### Task material:
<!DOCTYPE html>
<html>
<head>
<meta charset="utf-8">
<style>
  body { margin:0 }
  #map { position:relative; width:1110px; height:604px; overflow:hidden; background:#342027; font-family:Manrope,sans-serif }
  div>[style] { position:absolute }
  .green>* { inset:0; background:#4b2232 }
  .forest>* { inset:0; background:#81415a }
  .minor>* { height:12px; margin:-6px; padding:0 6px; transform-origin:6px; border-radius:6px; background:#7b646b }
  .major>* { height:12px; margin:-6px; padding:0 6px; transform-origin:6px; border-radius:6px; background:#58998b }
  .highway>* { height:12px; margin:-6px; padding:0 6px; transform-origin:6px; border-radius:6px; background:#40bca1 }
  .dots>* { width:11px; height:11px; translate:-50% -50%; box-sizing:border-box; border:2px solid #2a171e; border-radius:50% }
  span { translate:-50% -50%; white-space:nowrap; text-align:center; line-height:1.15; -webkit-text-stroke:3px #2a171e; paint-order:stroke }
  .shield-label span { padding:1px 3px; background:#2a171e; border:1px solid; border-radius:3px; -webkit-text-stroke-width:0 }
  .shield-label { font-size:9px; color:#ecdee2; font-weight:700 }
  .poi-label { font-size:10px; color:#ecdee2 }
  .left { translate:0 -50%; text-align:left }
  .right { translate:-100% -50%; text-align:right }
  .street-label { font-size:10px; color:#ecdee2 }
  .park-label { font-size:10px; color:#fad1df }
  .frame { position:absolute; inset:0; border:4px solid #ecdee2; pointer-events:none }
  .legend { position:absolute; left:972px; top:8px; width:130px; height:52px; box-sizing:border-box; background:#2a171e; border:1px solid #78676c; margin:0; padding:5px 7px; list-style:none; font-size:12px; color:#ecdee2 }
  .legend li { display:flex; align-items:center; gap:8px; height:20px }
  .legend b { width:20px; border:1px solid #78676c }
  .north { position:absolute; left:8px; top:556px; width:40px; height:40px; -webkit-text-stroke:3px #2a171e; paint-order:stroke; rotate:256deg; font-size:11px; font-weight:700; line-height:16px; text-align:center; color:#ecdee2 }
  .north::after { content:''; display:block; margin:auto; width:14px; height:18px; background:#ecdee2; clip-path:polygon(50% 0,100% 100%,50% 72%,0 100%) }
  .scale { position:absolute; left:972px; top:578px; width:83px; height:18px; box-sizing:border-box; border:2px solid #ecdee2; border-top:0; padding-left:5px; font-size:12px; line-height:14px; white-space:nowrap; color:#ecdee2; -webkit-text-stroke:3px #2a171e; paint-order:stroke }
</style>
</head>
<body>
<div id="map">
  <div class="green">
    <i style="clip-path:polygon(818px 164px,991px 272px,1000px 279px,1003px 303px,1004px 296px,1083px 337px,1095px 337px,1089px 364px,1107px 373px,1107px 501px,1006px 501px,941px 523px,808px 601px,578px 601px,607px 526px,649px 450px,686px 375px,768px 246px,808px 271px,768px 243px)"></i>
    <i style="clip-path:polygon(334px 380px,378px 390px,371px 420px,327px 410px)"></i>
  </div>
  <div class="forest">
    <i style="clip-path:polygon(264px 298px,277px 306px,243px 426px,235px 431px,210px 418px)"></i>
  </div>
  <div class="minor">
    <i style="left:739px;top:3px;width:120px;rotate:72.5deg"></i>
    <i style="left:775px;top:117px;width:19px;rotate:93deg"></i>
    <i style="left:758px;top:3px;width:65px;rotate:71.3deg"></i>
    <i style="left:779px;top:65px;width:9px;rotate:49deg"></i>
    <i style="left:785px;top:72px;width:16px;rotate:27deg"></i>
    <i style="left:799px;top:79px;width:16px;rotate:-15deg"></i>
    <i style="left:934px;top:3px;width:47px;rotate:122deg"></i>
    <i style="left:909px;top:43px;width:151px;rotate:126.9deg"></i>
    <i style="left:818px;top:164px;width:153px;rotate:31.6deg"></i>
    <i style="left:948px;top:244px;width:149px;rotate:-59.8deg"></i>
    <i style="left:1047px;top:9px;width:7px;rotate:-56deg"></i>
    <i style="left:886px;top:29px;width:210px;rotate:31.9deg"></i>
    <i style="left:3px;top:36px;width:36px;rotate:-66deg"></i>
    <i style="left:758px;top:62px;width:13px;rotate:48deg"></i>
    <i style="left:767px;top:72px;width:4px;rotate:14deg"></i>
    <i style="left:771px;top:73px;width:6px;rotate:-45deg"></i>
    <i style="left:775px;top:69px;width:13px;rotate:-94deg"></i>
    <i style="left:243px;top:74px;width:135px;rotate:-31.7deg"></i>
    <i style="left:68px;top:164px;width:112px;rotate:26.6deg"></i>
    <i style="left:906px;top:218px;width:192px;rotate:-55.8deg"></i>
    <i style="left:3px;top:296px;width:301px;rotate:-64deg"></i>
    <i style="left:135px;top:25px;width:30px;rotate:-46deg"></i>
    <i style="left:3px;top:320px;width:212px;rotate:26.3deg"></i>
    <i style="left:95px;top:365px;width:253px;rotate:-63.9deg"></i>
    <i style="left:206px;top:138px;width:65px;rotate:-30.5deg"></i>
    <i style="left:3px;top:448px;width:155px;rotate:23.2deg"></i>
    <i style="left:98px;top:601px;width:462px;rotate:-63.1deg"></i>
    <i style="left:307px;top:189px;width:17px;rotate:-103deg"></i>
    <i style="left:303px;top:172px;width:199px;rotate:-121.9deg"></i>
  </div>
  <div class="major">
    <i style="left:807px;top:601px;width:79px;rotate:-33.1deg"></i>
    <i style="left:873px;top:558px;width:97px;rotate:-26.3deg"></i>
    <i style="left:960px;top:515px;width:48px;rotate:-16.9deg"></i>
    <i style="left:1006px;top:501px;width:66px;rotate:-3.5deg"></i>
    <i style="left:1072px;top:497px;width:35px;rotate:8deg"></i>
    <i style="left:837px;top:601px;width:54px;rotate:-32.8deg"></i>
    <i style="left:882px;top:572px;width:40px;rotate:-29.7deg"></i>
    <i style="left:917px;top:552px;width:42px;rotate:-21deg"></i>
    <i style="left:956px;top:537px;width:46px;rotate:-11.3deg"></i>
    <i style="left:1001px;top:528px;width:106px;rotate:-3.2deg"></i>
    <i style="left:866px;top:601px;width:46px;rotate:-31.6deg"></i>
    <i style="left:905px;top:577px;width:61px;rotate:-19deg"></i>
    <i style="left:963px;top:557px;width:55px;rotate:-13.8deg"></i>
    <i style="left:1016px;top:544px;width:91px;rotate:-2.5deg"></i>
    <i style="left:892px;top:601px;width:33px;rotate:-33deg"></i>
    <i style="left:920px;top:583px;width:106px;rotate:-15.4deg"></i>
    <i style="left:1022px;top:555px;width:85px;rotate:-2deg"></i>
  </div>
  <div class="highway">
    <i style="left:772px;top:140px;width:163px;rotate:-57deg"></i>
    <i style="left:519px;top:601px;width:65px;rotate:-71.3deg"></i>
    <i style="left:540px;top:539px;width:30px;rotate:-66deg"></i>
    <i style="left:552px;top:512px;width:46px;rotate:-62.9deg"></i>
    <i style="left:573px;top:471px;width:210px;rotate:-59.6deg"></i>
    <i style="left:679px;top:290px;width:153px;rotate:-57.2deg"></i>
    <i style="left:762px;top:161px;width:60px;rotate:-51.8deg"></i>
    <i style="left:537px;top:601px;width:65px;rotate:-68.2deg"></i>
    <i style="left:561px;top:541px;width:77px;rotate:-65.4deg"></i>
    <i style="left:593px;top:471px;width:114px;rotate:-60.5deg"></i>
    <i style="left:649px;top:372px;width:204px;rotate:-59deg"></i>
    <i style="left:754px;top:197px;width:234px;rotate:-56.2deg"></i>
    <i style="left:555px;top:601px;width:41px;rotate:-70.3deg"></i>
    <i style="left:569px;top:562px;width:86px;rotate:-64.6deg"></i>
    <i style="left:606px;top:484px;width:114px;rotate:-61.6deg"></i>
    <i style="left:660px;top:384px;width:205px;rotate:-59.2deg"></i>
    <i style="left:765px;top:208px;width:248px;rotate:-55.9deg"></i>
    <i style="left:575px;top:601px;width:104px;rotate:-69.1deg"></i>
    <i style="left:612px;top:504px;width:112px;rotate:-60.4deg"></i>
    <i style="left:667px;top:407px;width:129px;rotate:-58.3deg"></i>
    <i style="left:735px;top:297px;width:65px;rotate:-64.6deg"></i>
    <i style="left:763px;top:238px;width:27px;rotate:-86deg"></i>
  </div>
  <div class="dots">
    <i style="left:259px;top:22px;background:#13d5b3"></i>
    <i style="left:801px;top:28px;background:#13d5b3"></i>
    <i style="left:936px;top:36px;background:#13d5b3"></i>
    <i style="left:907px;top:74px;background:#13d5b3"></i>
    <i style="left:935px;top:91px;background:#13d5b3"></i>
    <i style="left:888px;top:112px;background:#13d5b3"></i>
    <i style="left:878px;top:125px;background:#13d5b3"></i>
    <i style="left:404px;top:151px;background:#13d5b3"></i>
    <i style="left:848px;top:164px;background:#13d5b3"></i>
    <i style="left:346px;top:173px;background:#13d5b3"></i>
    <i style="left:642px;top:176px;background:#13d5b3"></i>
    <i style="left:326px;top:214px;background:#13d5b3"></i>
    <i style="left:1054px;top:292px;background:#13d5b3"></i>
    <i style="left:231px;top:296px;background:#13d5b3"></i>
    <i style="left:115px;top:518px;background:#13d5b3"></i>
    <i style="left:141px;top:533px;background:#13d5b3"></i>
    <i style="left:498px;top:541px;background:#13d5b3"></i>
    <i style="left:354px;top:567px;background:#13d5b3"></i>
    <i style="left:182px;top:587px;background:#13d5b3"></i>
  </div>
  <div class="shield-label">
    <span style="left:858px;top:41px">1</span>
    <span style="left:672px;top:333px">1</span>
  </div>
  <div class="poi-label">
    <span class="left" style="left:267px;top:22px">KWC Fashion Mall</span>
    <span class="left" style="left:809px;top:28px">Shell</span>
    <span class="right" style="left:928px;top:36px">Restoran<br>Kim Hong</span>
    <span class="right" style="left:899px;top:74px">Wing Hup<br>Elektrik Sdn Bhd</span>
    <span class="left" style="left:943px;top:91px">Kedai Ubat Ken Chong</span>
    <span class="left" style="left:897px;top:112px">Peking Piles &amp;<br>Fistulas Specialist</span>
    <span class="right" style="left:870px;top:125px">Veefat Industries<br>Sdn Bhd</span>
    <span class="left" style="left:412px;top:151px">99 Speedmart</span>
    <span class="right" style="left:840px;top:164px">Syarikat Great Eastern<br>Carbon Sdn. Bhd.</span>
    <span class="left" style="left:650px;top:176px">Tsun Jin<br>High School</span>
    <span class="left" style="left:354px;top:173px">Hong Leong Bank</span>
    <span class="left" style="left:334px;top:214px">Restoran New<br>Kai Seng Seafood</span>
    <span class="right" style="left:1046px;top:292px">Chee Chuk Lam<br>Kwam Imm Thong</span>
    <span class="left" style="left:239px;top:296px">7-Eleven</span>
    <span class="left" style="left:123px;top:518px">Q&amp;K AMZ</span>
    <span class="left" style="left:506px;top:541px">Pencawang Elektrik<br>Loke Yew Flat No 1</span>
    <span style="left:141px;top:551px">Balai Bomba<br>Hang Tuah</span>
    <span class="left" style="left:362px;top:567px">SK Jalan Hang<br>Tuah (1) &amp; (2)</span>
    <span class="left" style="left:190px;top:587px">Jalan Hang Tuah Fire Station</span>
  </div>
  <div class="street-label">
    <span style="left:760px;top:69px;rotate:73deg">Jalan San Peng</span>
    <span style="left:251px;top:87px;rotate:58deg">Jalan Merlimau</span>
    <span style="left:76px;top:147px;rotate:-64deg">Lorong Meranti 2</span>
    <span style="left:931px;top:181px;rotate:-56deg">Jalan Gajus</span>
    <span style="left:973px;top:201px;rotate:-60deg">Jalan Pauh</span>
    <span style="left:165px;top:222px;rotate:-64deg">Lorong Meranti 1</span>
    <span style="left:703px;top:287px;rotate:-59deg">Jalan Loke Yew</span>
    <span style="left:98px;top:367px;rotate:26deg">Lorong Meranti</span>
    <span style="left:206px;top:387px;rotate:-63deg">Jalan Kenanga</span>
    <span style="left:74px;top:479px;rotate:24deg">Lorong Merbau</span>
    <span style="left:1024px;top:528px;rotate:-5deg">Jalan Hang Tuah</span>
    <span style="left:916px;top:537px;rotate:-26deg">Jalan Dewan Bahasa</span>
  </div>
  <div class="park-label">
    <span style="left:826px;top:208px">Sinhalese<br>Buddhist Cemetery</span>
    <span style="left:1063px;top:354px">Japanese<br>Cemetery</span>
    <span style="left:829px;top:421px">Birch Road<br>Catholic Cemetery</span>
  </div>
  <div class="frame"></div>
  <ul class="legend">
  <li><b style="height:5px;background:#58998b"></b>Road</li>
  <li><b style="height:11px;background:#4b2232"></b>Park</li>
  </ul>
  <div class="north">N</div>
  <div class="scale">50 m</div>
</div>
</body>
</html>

### Exercise:
An exact repetition of the material above is required, from its first line through the line holding "position:absolute; left:972px; top:8px;", with nothing added.

### Output of the exercise:
<!DOCTYPE html>
<html>
<head>
<meta charset="utf-8">
<style>
  body { margin:0 }
  #map { position:relative; width:1110px; height:604px; overflow:hidden; background:#342027; font-family:Manrope,sans-serif }
  div>[style] { position:absolute }
  .green>* { inset:0; background:#4b2232 }
  .forest>* { inset:0; background:#81415a }
  .minor>* { height:12px; margin:-6px; padding:0 6px; transform-origin:6px; border-radius:6px; background:#7b646b }
  .major>* { height:12px; margin:-6px; padding:0 6px; transform-origin:6px; border-radius:6px; background:#58998b }
  .highway>* { height:12px; margin:-6px; padding:0 6px; transform-origin:6px; border-radius:6px; background:#40bca1 }
  .dots>* { width:11px; height:11px; translate:-50% -50%; box-sizing:border-box; border:2px solid #2a171e; border-radius:50% }
  span { translate:-50% -50%; white-space:nowrap; text-align:center; line-height:1.15; -webkit-text-stroke:3px #2a171e; paint-order:stroke }
  .shield-label span { padding:1px 3px; background:#2a171e; border:1px solid; border-radius:3px; -webkit-text-stroke-width:0 }
  .shield-label { font-size:9px; color:#ecdee2; font-weight:700 }
  .poi-label { font-size:10px; color:#ecdee2 }
  .left { translate:0 -50%; text-align:left }
  .right { translate:-100% -50%; text-align:right }
  .street-label { font-size:10px; color:#ecdee2 }
  .park-label { font-size:10px; color:#fad1df }
  .frame { position:absolute; inset:0; border:4px solid #ecdee2; pointer-events:none }
  .legend { position:absolute; left:972px; top:8px; width:130px; height:52px; box-sizing:border-box; background:#2a171e; border:1px solid #78676c; margin:0; padding:5px 7px; list-style:none; font-size:12px; color:#ecdee2 }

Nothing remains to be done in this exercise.